Most drone pilots -- even newbies -- know that flying drones in national parks is forbidden. It's that way in the United States, and starting in 2014, in the vast Kruger National Park in South Africa. These laws are put into place to protect the often unique wildlife, flora, and geological formations that qualified these places as national parks in the first place. Recently, an ignorant drone pilot found himself banned for life from ever visiting Kruger National Park again.
Other visitors to the national park took photos of the tourist as he left his car with the drone to "capture some wildlife imagery", then showed the photos to the police and park officials. Both South African police and Kruger National Park authorities were waiting for the car when it passed through the park's Phalaborwa Gate, and stopped and searched the vehicle.

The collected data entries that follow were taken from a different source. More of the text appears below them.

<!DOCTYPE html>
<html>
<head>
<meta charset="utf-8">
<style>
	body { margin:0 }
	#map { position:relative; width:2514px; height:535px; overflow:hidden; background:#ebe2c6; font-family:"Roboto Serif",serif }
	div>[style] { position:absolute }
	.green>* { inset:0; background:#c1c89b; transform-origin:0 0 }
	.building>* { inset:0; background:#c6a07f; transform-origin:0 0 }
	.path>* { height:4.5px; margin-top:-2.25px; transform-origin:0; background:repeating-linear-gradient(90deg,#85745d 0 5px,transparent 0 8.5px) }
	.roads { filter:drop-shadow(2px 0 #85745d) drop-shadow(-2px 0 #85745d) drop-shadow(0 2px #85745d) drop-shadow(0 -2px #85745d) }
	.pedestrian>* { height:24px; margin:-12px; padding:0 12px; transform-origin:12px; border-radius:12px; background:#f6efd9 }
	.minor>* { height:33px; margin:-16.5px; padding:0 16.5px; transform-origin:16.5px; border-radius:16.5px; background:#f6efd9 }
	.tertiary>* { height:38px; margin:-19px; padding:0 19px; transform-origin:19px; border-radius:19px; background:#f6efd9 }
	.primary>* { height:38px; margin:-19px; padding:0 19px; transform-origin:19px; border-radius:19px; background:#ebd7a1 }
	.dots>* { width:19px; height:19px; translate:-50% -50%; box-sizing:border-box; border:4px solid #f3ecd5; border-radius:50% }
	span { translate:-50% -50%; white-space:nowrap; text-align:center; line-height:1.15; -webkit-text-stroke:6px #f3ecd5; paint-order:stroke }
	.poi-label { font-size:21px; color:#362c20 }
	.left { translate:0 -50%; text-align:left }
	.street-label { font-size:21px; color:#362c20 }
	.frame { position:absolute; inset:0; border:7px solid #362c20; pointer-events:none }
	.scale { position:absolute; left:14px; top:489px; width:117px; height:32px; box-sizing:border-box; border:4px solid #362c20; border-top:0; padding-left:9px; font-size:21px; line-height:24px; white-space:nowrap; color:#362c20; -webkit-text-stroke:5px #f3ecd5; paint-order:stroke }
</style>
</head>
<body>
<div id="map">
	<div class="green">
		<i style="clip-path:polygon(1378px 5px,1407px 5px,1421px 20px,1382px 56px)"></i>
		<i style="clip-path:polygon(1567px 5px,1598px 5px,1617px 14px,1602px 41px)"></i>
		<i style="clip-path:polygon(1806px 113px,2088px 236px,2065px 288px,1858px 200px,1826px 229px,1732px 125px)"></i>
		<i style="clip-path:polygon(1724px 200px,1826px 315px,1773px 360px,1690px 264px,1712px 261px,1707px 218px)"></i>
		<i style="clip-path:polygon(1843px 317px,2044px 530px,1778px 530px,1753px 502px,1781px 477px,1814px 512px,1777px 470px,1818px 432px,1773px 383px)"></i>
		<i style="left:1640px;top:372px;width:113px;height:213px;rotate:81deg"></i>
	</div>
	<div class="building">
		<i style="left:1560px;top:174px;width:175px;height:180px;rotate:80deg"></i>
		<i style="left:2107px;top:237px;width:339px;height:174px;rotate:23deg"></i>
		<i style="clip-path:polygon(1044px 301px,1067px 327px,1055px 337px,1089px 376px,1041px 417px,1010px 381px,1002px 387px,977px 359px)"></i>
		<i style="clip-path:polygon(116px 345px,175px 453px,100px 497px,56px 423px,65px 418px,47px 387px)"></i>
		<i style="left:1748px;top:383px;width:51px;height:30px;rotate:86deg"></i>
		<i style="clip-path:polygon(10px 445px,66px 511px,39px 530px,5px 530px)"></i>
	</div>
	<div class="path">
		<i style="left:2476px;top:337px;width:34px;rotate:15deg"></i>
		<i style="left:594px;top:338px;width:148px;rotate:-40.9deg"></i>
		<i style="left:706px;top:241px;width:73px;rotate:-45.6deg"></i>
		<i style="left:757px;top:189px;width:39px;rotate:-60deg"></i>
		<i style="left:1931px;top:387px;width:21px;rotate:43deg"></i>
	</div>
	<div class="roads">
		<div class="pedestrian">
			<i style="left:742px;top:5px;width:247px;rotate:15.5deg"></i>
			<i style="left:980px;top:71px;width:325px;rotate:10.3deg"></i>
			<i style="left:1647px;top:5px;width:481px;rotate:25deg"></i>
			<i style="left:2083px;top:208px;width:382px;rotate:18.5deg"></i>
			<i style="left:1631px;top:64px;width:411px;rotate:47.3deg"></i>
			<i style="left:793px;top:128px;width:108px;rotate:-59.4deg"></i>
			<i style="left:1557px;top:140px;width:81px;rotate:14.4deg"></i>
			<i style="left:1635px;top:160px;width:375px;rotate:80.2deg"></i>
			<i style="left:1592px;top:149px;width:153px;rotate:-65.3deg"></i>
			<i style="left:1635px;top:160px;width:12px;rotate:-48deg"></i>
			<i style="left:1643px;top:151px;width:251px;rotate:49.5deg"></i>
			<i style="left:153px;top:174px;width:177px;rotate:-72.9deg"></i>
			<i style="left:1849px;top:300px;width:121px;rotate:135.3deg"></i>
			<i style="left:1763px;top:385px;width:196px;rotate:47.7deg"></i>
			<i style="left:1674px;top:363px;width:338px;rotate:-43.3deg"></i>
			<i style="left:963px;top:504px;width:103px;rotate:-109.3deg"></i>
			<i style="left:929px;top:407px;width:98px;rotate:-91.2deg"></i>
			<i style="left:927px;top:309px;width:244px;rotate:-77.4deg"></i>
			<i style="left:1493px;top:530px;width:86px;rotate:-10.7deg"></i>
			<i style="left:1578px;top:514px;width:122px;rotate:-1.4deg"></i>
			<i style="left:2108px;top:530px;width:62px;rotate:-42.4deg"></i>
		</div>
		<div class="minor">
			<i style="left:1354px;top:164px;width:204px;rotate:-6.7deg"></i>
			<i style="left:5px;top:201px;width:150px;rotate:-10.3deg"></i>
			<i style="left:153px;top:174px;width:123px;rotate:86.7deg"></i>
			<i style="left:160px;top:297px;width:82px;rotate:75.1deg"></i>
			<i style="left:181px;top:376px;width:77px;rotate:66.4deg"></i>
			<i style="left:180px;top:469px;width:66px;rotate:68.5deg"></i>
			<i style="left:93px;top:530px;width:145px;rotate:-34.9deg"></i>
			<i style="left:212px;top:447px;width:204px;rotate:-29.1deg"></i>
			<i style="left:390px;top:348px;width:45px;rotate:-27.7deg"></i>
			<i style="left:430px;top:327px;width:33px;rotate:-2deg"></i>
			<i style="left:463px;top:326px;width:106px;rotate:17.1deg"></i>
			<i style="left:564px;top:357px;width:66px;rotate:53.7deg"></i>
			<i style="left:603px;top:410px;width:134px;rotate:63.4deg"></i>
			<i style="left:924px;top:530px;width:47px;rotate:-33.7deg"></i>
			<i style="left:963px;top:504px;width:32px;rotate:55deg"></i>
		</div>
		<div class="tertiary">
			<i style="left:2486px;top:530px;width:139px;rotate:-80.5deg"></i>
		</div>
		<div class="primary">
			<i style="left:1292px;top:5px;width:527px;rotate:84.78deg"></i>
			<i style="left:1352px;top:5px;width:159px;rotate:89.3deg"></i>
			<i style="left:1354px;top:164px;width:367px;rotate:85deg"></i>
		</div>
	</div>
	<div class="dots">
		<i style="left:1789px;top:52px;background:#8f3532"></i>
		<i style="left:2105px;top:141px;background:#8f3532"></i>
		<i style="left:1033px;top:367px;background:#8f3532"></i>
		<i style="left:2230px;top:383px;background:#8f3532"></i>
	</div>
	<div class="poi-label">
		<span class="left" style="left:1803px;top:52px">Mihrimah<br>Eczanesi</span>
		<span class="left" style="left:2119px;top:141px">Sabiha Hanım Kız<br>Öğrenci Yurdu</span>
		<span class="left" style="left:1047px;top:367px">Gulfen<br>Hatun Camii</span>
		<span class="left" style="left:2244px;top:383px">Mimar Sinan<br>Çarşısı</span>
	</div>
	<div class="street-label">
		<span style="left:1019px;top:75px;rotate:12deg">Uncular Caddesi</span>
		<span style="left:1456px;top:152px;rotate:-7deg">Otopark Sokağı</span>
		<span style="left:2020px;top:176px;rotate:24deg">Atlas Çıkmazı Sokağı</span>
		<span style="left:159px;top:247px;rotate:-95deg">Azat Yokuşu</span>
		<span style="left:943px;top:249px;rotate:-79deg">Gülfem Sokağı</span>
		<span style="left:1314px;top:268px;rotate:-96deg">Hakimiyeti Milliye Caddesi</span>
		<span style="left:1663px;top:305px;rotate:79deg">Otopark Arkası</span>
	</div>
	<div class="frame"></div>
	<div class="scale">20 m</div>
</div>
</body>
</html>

Since authorities did not catch the man in the act of flying his drone in the park, he was "just" given a lifetime ban from ever visiting the park again. Had he been caught in the act, he would have been arrested on the spot and his drone seized.
"He explained that he did not go through his permit rules and was not aware of the ban on drones inside the park," said Kruger employee Ike Phaalah, who felt it necessary to warn other tourists who may try to fly drones in the park. “The flying of drones is illegal in national parks, as they are legislated protected areas with restricted airspace and therefore a no-fly zone for all unauthorized aircraft systems.”
Depending on the model of drone, many of the apps or controllers used to fly the aircraft will notify pilots if they are in a no-fly zone like a national park. Apparently, this tourist chose to ignore the warning in order to try to get some shots of the local wildlife.